Tuesday, May 3, 2011

First-ever descent into a volcano's magma chamber!


It seems that for the first time ever, scientists have descended into a volcano's magma chamber - that of the (currently dormant) Thrihnukagigur volcano in Iceland. National Geographic will broadcast a television program about it in a few days. It reports:

During the first ever scientific expedition into a volcanic magma chamber, climber Einar Stefánsson rappels into Iceland's dormant Thrihnukagigur volcano in October.




Magma chambers supply the molten rock that oozes or bursts onto Earth's surface during an eruption.

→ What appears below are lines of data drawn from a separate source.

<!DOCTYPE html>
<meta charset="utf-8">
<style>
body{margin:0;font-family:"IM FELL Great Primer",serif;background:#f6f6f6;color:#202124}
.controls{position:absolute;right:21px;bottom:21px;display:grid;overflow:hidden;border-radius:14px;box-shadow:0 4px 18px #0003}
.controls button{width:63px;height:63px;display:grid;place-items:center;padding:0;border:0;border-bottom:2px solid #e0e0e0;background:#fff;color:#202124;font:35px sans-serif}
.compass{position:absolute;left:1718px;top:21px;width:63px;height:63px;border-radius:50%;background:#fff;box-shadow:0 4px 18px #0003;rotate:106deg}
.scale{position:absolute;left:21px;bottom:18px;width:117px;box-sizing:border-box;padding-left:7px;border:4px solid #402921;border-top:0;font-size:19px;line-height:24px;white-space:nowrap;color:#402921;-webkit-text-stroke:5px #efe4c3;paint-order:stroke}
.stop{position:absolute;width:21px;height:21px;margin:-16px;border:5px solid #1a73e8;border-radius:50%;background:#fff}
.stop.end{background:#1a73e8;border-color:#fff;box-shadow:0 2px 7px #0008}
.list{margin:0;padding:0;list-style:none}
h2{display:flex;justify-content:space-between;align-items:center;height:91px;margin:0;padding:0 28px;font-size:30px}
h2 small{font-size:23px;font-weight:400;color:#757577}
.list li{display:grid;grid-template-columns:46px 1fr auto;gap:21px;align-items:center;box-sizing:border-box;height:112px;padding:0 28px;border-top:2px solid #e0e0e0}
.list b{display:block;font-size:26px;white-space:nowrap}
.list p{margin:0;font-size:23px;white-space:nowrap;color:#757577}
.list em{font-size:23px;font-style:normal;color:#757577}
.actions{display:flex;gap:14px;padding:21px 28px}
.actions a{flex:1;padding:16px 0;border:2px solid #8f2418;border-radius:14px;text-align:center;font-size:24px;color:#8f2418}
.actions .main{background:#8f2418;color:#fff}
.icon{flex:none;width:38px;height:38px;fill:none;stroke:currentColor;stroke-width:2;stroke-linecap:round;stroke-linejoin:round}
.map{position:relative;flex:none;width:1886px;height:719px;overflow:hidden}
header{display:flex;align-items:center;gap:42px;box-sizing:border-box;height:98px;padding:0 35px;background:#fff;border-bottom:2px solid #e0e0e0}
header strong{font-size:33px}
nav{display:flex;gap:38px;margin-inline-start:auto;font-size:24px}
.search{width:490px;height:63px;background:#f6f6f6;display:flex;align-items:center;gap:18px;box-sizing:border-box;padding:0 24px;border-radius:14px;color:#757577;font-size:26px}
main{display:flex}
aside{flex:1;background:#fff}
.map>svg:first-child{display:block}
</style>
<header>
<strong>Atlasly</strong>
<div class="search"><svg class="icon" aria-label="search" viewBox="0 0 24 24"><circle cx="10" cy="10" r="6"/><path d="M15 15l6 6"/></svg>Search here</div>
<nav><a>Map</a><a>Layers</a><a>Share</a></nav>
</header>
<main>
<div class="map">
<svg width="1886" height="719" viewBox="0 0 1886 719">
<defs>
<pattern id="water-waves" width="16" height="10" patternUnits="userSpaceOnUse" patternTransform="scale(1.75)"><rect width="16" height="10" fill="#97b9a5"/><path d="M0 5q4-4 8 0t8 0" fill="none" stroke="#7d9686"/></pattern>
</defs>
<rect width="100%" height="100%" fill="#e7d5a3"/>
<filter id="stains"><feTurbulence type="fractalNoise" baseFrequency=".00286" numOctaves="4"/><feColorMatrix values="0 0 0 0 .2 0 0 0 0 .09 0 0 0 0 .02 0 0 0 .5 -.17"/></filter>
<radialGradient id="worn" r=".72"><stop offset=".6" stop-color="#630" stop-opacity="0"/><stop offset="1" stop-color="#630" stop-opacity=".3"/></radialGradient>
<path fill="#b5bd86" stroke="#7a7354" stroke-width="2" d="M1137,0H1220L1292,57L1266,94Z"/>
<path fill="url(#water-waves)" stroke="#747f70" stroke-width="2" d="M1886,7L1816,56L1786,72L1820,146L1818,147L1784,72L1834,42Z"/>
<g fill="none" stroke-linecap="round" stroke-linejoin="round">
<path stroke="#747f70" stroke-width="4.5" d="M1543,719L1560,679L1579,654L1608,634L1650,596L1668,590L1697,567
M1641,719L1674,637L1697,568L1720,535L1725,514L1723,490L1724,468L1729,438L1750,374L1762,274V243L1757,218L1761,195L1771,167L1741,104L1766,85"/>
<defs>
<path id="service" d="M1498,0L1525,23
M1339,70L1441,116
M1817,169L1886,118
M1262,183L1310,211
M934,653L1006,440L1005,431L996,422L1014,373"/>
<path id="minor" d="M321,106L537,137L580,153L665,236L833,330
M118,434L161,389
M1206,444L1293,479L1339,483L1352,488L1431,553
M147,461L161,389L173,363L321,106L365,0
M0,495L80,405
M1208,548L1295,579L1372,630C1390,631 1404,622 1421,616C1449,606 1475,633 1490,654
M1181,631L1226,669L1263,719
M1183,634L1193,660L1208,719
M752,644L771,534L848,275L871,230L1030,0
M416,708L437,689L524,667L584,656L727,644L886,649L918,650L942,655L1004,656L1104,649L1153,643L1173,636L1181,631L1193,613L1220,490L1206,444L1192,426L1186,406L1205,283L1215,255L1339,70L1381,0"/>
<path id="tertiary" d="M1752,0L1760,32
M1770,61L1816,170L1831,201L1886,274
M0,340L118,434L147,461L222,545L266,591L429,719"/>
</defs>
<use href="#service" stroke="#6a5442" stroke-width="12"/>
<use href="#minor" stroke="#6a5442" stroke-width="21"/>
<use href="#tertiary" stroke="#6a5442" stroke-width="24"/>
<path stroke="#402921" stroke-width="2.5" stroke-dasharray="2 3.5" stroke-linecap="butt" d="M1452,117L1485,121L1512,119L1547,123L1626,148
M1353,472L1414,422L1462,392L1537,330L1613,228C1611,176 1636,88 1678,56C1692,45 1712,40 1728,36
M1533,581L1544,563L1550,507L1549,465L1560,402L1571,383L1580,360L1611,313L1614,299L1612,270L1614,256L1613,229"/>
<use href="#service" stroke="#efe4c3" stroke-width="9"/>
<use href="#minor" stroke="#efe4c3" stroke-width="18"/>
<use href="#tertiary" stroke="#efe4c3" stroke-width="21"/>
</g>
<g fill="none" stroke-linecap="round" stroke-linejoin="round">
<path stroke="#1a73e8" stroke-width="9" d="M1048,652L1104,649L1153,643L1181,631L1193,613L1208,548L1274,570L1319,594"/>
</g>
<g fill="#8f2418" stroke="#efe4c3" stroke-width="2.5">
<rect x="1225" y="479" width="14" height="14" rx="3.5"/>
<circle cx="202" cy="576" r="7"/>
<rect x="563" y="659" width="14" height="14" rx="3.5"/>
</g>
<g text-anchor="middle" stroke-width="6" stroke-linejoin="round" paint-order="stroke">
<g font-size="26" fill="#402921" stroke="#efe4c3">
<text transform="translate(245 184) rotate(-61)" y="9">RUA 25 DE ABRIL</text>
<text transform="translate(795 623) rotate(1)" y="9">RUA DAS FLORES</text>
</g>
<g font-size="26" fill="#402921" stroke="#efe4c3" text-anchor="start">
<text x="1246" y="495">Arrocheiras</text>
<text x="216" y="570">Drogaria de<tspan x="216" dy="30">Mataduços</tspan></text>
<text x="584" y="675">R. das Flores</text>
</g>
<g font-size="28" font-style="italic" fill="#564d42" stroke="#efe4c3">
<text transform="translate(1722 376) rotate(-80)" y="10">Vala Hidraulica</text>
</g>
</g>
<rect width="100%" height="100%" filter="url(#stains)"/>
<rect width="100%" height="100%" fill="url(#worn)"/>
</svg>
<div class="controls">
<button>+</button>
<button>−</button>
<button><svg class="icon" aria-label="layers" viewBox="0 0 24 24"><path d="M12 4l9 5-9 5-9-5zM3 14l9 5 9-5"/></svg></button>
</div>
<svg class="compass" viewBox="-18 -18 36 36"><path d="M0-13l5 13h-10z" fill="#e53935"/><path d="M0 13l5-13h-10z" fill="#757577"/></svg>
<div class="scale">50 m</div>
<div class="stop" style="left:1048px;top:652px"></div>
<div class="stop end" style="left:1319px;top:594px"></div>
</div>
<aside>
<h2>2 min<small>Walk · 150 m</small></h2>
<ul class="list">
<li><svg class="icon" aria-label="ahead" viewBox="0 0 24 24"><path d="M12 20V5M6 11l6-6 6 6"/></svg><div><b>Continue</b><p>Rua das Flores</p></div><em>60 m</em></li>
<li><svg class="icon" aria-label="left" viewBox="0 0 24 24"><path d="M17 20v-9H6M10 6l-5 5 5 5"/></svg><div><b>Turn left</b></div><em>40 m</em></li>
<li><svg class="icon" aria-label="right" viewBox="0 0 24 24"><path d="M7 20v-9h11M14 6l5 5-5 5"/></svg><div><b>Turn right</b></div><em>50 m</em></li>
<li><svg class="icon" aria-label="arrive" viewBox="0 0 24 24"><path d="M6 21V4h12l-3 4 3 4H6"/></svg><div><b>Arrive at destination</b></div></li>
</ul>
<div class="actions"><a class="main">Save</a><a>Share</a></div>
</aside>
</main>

Thrihnukagigur, which last erupted about 3,000 years ago, contains only ancient magma - though the volcano could come back to life at any time, experts say.

"Thrihnukagigur is unique ... It's like somebody came and pulled the plug and all the magma ran down out of it," said volcanologist Haraldur Sigurdsson.




. . .

While people have ventured inside the relatively shallow volcanic craters located close to Earth's surface, the 2010 expedition was the first to explore a volcano's deeper chambers.

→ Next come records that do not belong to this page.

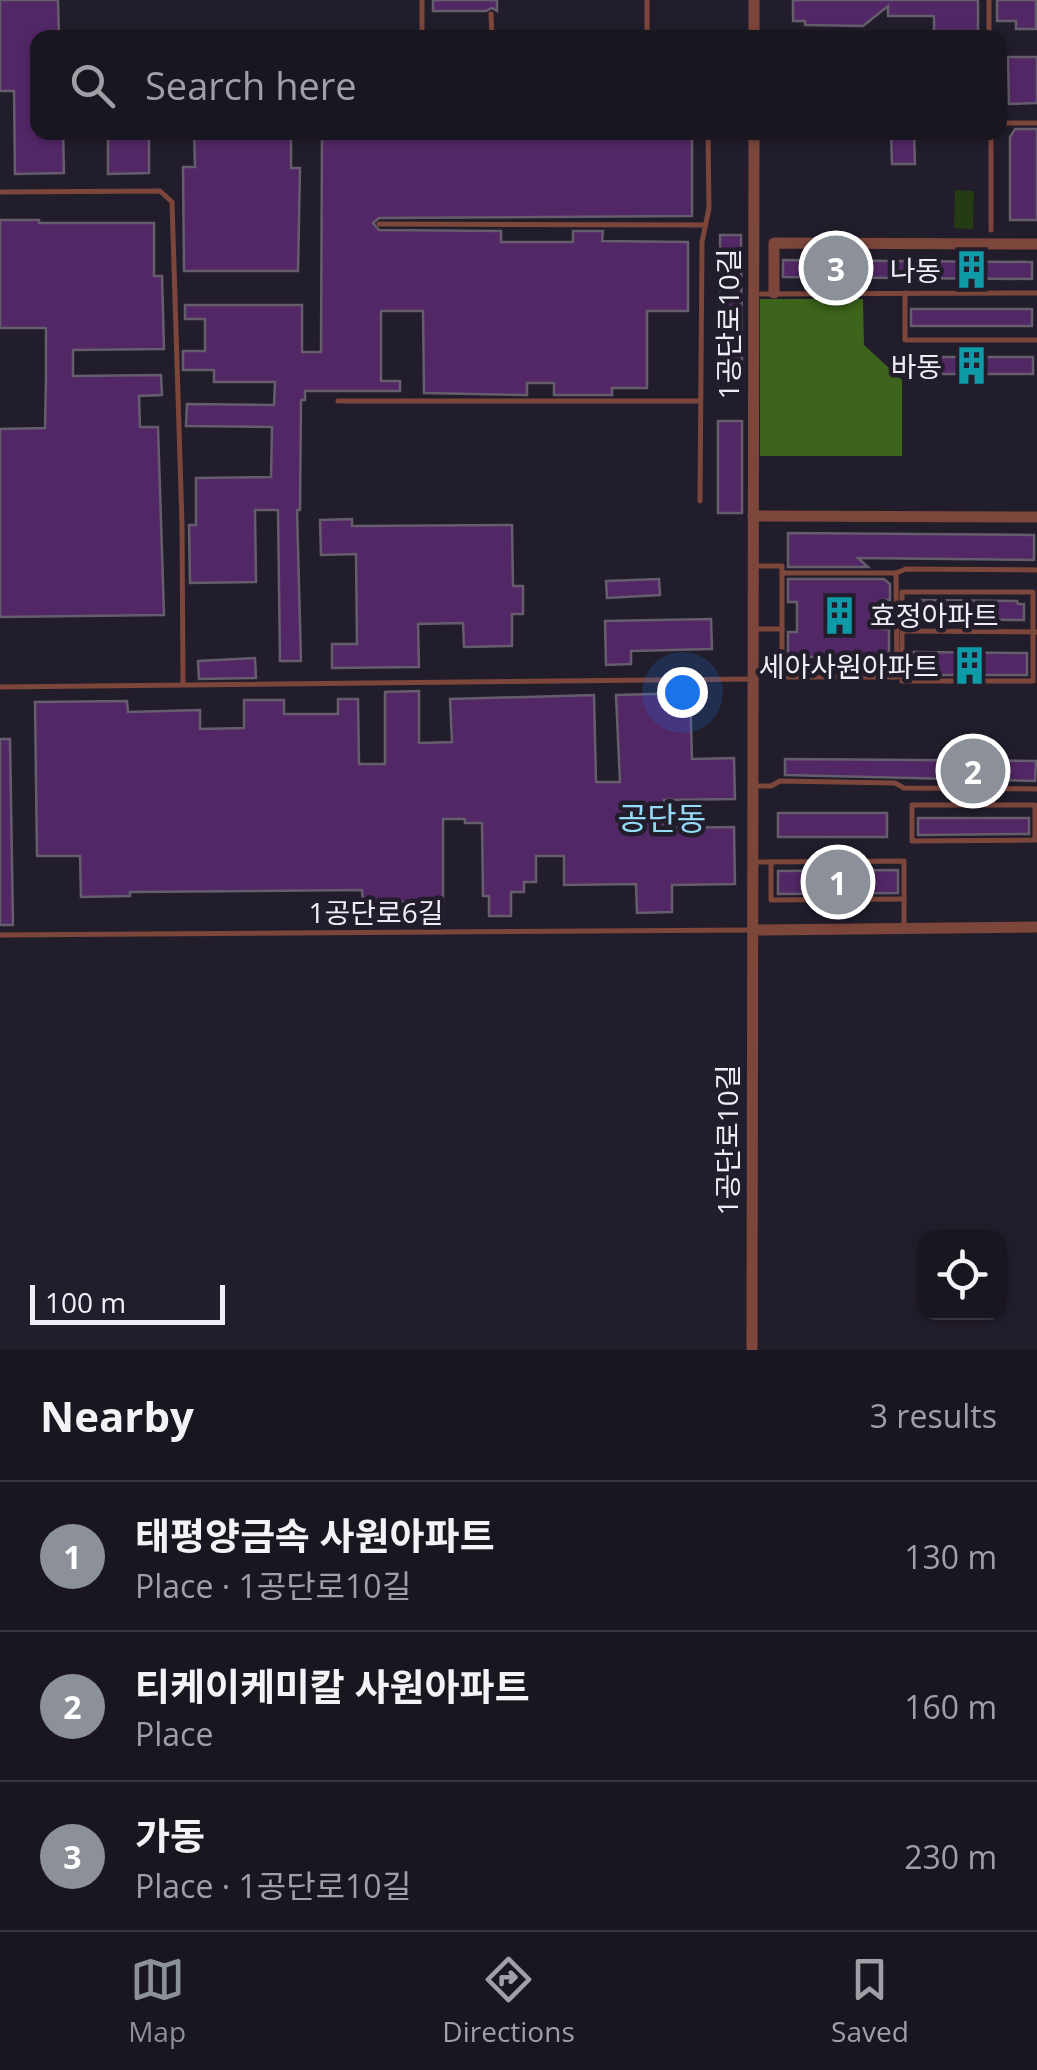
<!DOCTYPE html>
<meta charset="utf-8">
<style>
body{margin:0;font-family:"Open Sans","Noto Sans KR",sans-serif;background:#27232d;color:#f1f3f6}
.controls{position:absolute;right:30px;bottom:30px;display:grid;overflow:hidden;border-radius:20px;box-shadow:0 2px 8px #0004}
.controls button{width:90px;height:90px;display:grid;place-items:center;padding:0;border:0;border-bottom:2px solid #38353e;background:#1a1620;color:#f1f3f6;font:50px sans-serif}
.scale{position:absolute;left:30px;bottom:25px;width:195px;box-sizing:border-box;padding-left:10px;border:5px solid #efedf6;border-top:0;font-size:28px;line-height:35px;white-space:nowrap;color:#efedf6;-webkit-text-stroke:8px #221d2b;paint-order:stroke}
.you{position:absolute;left:682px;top:692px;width:35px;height:35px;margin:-25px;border:8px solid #fff;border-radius:50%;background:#1a73e8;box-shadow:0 0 0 15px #1a73e833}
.badge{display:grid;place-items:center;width:65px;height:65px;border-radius:50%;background:#8c9099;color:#fff;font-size:32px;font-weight:700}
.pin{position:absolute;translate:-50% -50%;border:5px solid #fff;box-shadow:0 2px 10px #0006}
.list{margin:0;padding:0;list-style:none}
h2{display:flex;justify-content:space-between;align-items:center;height:130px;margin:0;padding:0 40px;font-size:42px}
h2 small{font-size:32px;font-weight:400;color:#9f9fa5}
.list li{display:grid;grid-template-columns:65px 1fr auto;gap:30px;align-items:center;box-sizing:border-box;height:150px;padding:0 40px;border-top:2px solid #38353e}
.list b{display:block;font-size:38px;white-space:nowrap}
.list p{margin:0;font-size:32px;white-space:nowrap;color:#9f9fa5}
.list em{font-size:32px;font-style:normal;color:#9f9fa5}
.icon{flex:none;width:55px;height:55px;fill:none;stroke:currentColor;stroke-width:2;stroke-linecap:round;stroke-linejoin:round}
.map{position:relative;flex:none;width:1037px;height:1350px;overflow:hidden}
.search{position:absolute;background:#1a1620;box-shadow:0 2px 8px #0004;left:30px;right:30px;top:30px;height:110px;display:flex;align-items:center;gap:25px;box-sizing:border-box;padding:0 35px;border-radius:20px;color:#9f9fa5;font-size:38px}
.sheet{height:580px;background:#1a1620}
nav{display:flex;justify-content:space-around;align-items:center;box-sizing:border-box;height:140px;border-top:2px solid #38353e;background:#1a1620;font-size:28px;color:#9f9fa5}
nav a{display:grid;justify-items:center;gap:5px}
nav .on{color:#8c9099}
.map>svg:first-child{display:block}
.green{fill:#253b14}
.forest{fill:#3c641a}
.building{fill:#522766;stroke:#665d6c;stroke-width:2.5}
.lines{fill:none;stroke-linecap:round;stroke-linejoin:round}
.service{stroke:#7d463b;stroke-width:5}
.minor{stroke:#7d463b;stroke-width:11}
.labels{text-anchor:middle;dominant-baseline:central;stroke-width:9;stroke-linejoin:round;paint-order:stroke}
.poi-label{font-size:28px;fill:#efedf6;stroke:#221d2b;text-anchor:end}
.street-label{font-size:28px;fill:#efedf6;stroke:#221d2b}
.quarter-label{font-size:32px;fill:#95dbf7;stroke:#221d2b}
</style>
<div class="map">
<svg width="1037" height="1350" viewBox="0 0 1037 1350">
<rect width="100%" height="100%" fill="#221d2b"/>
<polygon class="green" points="955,190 974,191 973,229 954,228"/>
<polygon class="forest" points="760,299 863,299 864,345 902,380 902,456 760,456"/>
<g class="building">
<polygon points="0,0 58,0 59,38 38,38 38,132 63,132 64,173 15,174 14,91 0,91"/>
<polygon points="433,0 497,0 497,11 492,8 486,11 433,11"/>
<polygon points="793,0 978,0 978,34 934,34 934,16 888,16 888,6 863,26 805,25 805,21 793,21"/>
<polygon points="997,0 1036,0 1036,29 1016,29 1016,21 997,21"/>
<polygon points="1008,57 1037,57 1037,103 1009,104"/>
<polygon points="1015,129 1037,129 1037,220 1010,220 1010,137"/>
<polygon points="108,132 149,132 149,173 108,174"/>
<polygon points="194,132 291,132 291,168 300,168 298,271 184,271 183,167 195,167"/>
<polygon points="322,132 692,132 692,216 379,218 373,223 379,230 501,231 501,242 573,242 573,231 603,231 602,241 688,242 688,311 647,311 647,388 612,388 612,395 554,395 554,383 527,383 527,395 424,393 423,311 381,311 381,381 400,381 400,391 305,391 305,400 301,400 300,510 297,510 301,661 280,661 278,510 255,510 256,582 190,583 189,525 196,525 196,478 271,477 272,427 186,426 187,404 274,405 275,382 214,382 214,370 183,370 183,351 205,351 205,319 185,319 185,305 302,305 302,352 321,352"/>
<polygon points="891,132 914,132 915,164 892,164"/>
<polygon points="0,220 39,220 39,223 154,223 154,276 162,276 164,349 73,350 73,376 161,375 162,395 139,396 140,427 158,427 164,615 0,617 0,429 45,428 46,377 46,328 0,328"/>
<polygon points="720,235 741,235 742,367 721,368"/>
<polygon points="783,260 1032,262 1032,279 783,277"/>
<rect x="911" y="309" width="121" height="17"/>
<rect x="911" y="357" width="122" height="17"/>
<rect x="718" y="421" width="24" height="92"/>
<polygon points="352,519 352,526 512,525 513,586 523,586 523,614 512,614 512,646 464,647 463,623 418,624 419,667 332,668 332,644 357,644 356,554 321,555 320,520"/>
<polygon points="788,533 1034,535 1034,560 858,558 868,567 788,567"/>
<polygon points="659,579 660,595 607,598 606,581"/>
<polygon points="788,579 884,579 890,584 890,600 882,600 882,629 889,629 889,657 788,657 788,632 797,632 797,602 788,602"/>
<polygon points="916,600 1017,601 1018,604 1024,604 1024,620 912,619 912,603 916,603"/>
<polygon points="711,619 712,649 631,651 631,664 606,665 605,621"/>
<polygon points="914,652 1027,653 1027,675 910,675 910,657"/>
<polygon points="255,658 256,678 199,679 198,661"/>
<polygon points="419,691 419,743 452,742 450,699 594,695 596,782 620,782 616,695 690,693 692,759 734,758 735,799 664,800 664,828 734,827 735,884 672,885 672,912 637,913 636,884 564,885 564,856 536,856 536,882 524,882 524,892 511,892 511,916 489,916 489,896 483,896 482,823 465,823 465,819 443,819 443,917 418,917 418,903 390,901 390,917 364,917 362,890 130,892 130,896 81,897 80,856 37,856 35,702 127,701 128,712 200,710 200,729 244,728 244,700 284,700 284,714 338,714 338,699 358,699 359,764 385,764 385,692"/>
<polygon points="0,739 10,739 13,925 0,925"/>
<polygon points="785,759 1036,761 1035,781 785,775"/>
<rect x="778" y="813" width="109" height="24"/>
<polygon points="918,818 1029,818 1029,834 918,835"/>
<polygon points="898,870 898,893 778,894 778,871"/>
</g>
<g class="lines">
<g class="service">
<polyline points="647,0 647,38"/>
<polyline points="989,0 989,38"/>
<polyline points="491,14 492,38"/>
<polyline points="422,38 422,0"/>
<polyline points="1000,123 1037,123"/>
<polyline points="991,132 991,230"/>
<polyline points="0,192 160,191 172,202 182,524 183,684"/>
<polyline points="379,224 704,225"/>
<polyline points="905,293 905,340 1037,340"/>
<polyline points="761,294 1037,293"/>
<polyline points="338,401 699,401"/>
<polyline points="700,501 702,242 709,208 708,132"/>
<polyline points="756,566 782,566 782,629"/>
<polyline points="782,573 896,573"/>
<rect x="902" y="592" width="131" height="89"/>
<polyline points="756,629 782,629 782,677 897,677 896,573 906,569 1037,570"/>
<polyline points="902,631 1037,632"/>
<polyline points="0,687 750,679"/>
<polyline points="756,786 771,786 780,781 895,783 904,788 1037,789"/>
<polyline points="1035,840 1035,805 912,805 912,841 1037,840"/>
<polyline points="756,862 904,861 904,927"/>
<polyline points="771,862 771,900 904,899"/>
<polyline points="0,935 750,930"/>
</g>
<g class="minor">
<polyline points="754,38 754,0"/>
<polyline points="774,293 774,243 1037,244"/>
<polyline points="753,516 1037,517"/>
<polyline points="753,930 1037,927"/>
<polyline points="752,1350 754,132"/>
</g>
</g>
<defs>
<symbol id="building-bare" viewBox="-9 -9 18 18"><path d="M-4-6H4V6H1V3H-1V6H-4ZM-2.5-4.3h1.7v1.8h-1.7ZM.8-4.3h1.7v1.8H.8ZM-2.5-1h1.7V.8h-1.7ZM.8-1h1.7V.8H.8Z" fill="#0f9aa8" stroke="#221d2b" stroke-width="2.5" paint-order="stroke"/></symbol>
</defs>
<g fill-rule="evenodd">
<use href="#building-bare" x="944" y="242" width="55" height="55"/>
<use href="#building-bare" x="944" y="338" width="55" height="55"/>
<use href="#building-bare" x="812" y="588" width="55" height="55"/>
<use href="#building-bare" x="942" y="638" width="55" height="55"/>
</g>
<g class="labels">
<g class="poi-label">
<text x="941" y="270">나동</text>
<text x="942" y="366">바동</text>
<text x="870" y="615" text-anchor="start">효정아파트</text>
<text x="939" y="666">세아사원아파트</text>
</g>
<g class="street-label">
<text transform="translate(728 324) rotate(-90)">1공단로10길</text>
<text x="376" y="912">1공단로6길</text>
<text transform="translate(727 1140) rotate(-90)">1공단로10길</text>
</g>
<g class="quarter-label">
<text x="662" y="817">공단동</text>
</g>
</g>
</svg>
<div class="controls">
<button><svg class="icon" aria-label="locate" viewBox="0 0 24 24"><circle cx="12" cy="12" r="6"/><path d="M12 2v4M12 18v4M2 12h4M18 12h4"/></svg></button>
</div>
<div class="scale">100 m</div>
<div class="you"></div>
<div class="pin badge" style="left:838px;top:882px">1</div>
<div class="pin badge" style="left:973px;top:771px">2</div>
<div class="pin badge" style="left:836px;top:268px">3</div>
<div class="search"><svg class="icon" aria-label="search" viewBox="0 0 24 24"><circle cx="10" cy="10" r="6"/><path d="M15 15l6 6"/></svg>Search here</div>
</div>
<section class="sheet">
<h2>Nearby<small>3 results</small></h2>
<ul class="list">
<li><span class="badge">1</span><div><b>태평양금속 사원아파트</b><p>Place · 1공단로10길</p></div><em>130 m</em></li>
<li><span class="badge">2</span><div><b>티케이케미칼 사원아파트</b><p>Place</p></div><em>160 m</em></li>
<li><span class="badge">3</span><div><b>가동</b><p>Place · 1공단로10길</p></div><em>230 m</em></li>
</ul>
</section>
<nav>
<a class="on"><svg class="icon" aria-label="map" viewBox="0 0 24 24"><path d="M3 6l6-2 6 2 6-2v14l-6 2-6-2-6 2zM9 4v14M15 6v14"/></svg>Map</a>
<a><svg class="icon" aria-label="directions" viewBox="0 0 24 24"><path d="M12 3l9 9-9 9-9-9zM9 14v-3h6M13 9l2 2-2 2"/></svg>Directions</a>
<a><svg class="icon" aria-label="saved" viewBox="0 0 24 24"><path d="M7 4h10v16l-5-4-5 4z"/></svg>Saved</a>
</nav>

"It was a really amazing experience - just unbelievable," Sigurdsson said.


There's more at the link.

That's a program I'm going to have to watch, either on the channel itself, or by buying a DVD copy of it. Fascinating!

(There's also the little fact that Thrihnukagigur isn't an extinct volcano - merely a dormant one. After the spectacular 2010 eruptions of Eyjafjallajökull, another volcano not too far away, if I'd been in those scientists' shoes, I'd have been wondering all the time I was underground whether Thrihnukagigur wasn't about to let go again! 650 feet down, as those scientists were, you wouldn't have much of a chance to get out of the way of the lava . . . )

Peter

3 comments:

Bob said...

Eric Klemetti at the "Eruptions" blog takes issue with the nomenclature used, saying instead that the structures should be referred to as lava tubes, or a lava tube complex. A question of semantics, as he points out in his concluding paragraph.

Anonymous said...

Looks exactly like the pictures my doctor took with the colonoscope during my last "exam".

Anonymous said...

Thank you for confirming my suspicion that vulcanologists are a very, very different breed of cat. And that peoples who live for many generations on small islands (Britain, Japan, Iceland) seem to be a bit touched in the head.